Inclusion Criteria: 1. age≥18 years (including the critical value) when signed the informed consent form ,.male or female. 2. Untreated, confirmed HIV-1 infected patients; 3. HIV RNA viral load≥1000 copies/mL； 4. CD4+ T cell counts≥200 cells/mm3； 5. Subjects who have no plans for conception within the 2 weeks prior to screening and 3 months after the end of the trial, and who agree to use effective non-pharmacological contraceptive measures during the trial; 6. Sign informed consent prior to the test and fully understand the purpose, nature, methods, and possible adverse reactions, and be willing to participate in the study.

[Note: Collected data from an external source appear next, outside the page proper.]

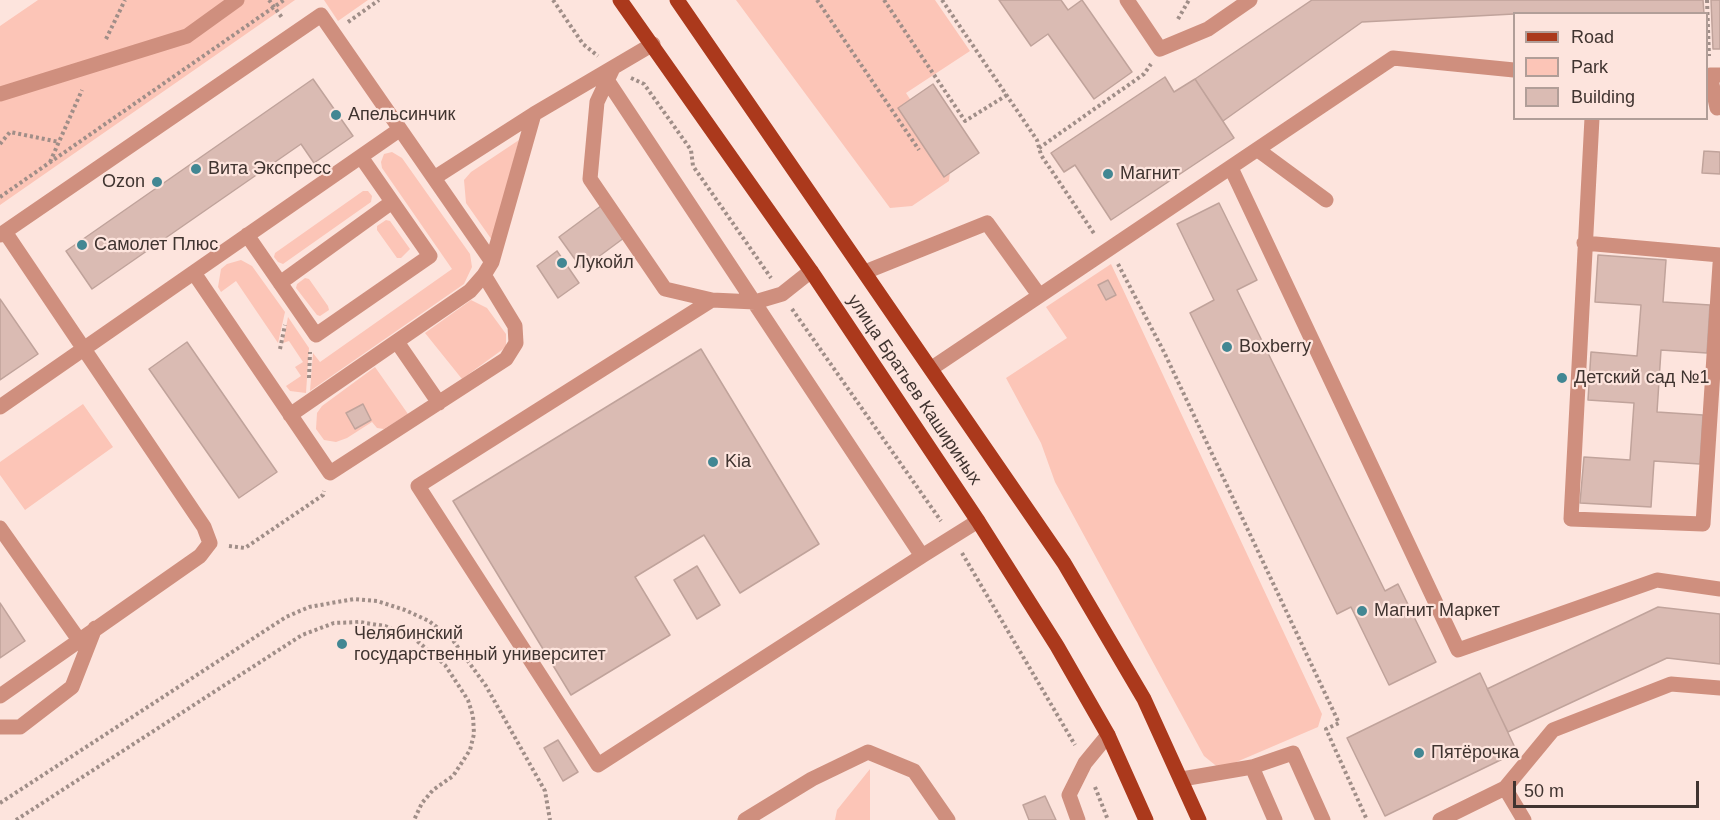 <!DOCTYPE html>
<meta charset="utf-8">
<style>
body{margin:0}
#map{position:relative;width:1720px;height:820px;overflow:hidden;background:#fde4dd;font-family:Helvetica,sans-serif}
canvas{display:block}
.legend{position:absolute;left:1513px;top:12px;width:195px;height:108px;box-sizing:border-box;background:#fde4dd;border:2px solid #b19e98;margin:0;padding:8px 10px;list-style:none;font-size:18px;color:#403430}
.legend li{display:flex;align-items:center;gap:12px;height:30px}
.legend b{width:30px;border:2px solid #b19e98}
.scale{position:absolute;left:1513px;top:781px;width:186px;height:27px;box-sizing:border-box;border:3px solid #403430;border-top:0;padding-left:8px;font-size:18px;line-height:21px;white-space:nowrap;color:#403430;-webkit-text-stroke:4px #fde4dd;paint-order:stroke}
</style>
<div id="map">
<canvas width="1720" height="820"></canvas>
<ul class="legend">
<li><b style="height:8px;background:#ab391c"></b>Road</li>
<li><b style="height:16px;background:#fcc5b7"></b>Park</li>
<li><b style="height:16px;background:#dabbb3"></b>Building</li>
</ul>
<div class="scale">50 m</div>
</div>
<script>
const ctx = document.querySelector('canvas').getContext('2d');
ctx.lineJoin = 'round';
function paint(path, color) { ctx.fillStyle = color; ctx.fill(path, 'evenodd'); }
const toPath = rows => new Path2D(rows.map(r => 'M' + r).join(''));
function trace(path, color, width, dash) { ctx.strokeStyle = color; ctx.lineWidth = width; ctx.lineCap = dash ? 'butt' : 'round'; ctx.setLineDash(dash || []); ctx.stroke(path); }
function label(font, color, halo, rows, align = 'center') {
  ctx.font = font + ' Helvetica,sans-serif'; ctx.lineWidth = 4.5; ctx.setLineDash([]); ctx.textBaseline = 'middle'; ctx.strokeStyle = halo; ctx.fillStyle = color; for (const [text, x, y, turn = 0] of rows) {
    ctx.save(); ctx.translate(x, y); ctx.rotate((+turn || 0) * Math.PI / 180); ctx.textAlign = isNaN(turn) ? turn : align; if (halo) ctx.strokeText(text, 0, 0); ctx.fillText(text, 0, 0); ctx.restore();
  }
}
paint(toPath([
 [38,0,295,0,0,205,0,26],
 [324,0,368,0,338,21],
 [736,0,935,0,970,51,906,93,951,161,949,181,912,206,890,208],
 [519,140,492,240,466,203,464,180,471,172],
 [392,152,402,158,470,254,472,267,464,284,310,391,313,353,320,362,452,269,382,168,381,162,384,154],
 [363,191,368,191,372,196,371,202,283,264,278,262,274,257,275,253],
 [386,220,390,221,410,249,401,258,397,258,377,230,377,226],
 [241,260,252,266,285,312,278,343,236,281,221,292,218,287,221,269,227,264],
 [1111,264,1322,714,1318,727,1220,769,1204,756,1055,482,1041,443,1006,378,1067,338,1046,307],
 [305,278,309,279,328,306,329,310,320,316,317,315,296,288,297,284],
 [471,300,487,308,506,334,506,347,462,379,425,333],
 [288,317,309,348,306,393,290,391,286,386,301,376,295,367,303,362,289,341,283,343],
 [375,367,408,414,384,429,377,428,372,422,347,438,336,442,324,440,316,429,317,413,322,406],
 [83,404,113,447,25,510,0,475,0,462],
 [870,769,870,820,835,820,837,810]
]), '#fcc5b7');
const building = toPath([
 [999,0,1061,0,1068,10,1082,0,1132,72,1094,99,1048,34,1031,46,999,0],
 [1312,0,1703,0,1704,14,1514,14,1362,22,1223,121,1195,79,1312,0],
 [1711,0,1720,0,1720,49,1713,49,1711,0],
 [1165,77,1174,92,1195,79,1234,138,1111,220,1075,165,1064,172,1051,153,1165,77],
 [313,79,353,136,314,163,301,144,92,289,66,251,313,79],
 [933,84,979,153,944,177,898,108,933,84],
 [1704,151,1720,152,1720,174,1702,173,1704,151],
 [609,200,632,232,582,269,559,237,609,200],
 [1219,203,1257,280,1237,290,1385,591,1398,584,1436,662,1389,685,1351,607,1337,614,1190,313,1214,300,1177,224,1219,203],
 [557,251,579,283,558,298,537,266,557,251],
 [1598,255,1666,260,1663,302,1710,305,1707,353,1661,350,1657,412,1703,415,1700,464,1654,461,1651,507,1580,503,1584,457,1630,460,1634,403,1588,400,1591,352,1637,356,1641,305,1595,302,1598,255],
 [1108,280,1116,295,1106,300,1098,285,1108,280],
 [0,299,38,354,0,380,0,299],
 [187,342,277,472,239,498,149,369,187,342],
 [701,349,819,544,740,593,704,535,635,577,670,635,571,695,453,501,701,349],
 [363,404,371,420,355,429,346,413,363,404],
 [697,566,720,605,697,619,674,580,697,566],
 [0,603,25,641,0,658,0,603],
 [1658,607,1720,614,1720,664,1667,658,1508,732,1487,689,1658,607],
 [1480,673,1517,752,1385,816,1347,738,1480,673],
 [558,740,578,772,563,781,544,748,558,740],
 [1045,796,1056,820,1029,820,1023,805,1045,796]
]);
paint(building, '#dabbb3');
trace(building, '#c0a39b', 1.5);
trace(toPath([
 [269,0,283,19],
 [553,0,583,44,598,56],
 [817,0,919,150],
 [884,0,965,121,1007,95],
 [942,0,1037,140,1041,155,1095,235],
 [1707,0,1709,56],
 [1178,19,1189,0],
 [348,22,379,0],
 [106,39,125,0],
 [631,78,644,84,691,150,693,166,771,278],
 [0,144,10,132,59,142],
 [1039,148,1144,74,1151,64],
 [50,162,82,90],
 [0,197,284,0],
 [1118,264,1164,352,1339,723,1326,729,1367,820],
 [792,309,941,521],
 [280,349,285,325],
 [309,378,310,352],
 [229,546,245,548,323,495,324,491],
 [962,553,1075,745],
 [1095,787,1108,820],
 [0,803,286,617,309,607,354,599,377,601,405,610,429,621,452,639,486,686,545,791,550,820],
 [16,820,302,635,334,623,359,622,385,626,416,640,445,665,468,700,473,716,474,734,470,750,453,776,433,790,422,803,414,820]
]), '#a08e88', 4, [3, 3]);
trace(toPath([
 [1127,0,1160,49,1208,29,1250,0],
 [613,68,597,102,590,179,665,289,712,300,755,302,782,294,811,271],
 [607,80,922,556,978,521],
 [0,94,187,36,237,0],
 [1717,108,1710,75,1720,75],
 [1592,118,1571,519,1703,524,1720,264],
 [1258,150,1326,200],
 [1231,168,1458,650,1657,580,1720,589],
 [434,178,534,114,653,44],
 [0,235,321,15,492,262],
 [247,235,316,335,430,256,361,157],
 [1584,243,1720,255],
 [865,272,987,223,1039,295],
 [194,273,330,473,506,359,516,343,515,326,484,275],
 [280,283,392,202],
 [712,300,418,486,598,765,922,556],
 [397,342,439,403],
 [932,368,1393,58,1514,70],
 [0,407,399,130],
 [290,415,470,291,484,275,492,262,534,114],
 [0,528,79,640],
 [0,696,200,556,210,543,204,527,5,232],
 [0,727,20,727,72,687,95,628],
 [1252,767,1275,820],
 [1182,779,1252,767,1293,753,1323,820],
 [1505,788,1524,820],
 [745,820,812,779,868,752,914,771,948,820],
 [1078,820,1069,795,1085,763,1108,735],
 [1440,820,1505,788,1553,730,1671,684,1720,688]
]), '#cf8f7e', 15);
trace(toPath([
 [620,0,811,271,978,521,1057,646,1108,735,1146,820],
 [677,0,1064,563,1144,699,1199,820]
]), '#ab391c', 15);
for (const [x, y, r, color] of [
 [336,115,6,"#428793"],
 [196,169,6,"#428793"],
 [1108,174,6,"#428793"],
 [157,182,6,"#428793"],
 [82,245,6,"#428793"],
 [562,263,6,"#428793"],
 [1227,347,6,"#428793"],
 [1562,378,6,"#428793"],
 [713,462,6,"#428793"],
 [1362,611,6,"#428793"],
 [342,644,6,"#428793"],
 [1419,753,6,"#428793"]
]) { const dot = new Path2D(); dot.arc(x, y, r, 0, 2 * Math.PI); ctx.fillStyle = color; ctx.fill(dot); trace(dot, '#fde4dd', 2); }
label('18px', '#403430', '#fde4dd', [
 ["Апельсинчик",348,115],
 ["Вита Экспресс",208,169],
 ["Магнит",1120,174],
 ["Ozon",145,182,"right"],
 ["Самолет Плюс",94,245],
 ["Лукойл",574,263],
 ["Boxberry",1239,347],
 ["Детский сад №1",1574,378],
 ["Kia",725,462],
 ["Магнит Маркет",1374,611],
 ["Челябинский",354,634],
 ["государственный университет",354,655],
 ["Пятёрочка",1431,753]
], 'left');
label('18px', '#403430', '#fde4dd', [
 ["улица Братьев Кашириных",914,390,56]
]);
</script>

Exclusion Criteria: 1. Subjects with an allergy history or hypersensitivity to any component or excipient of the investigational drug; 2. Subjects with severe opportunistic infections or opportunistic tumors; 3. Subjects with confirmed AIDS or in the acute infection stage; 4. Hepatitis B virus surface antigen (HBsAg)/hepatitis C virus antibody (HCV-Ab) Positive; 5. ALT and/or AST≥5×ULN； 6. ALT≥3×ULN and total bilirubin≥2×ULN (direct bilirubin/total bilirubin\>35%; 7. GFR\<70ml/min/1.73m2 (estimated from creatinine values based on the CKD-EPI Creatinine 2009 Equation), or creatinine ≥ULN; 8. Subjects with severe and uncontrolled chronic diseases, metabolic diseases, neurological and psychiatric diseases; 9. Subjects with a pancreatitis disease history ever before; 10. Subjects who are pregnant or lactating women; 11. Subjects with a history of drug abuse, alcoholism, or substance misuse; 12. Any clinical trials in the 3 months prior to the screening of the trial; 13）Subjects may not be able to complete this study or other investigators' judgment for other reasons.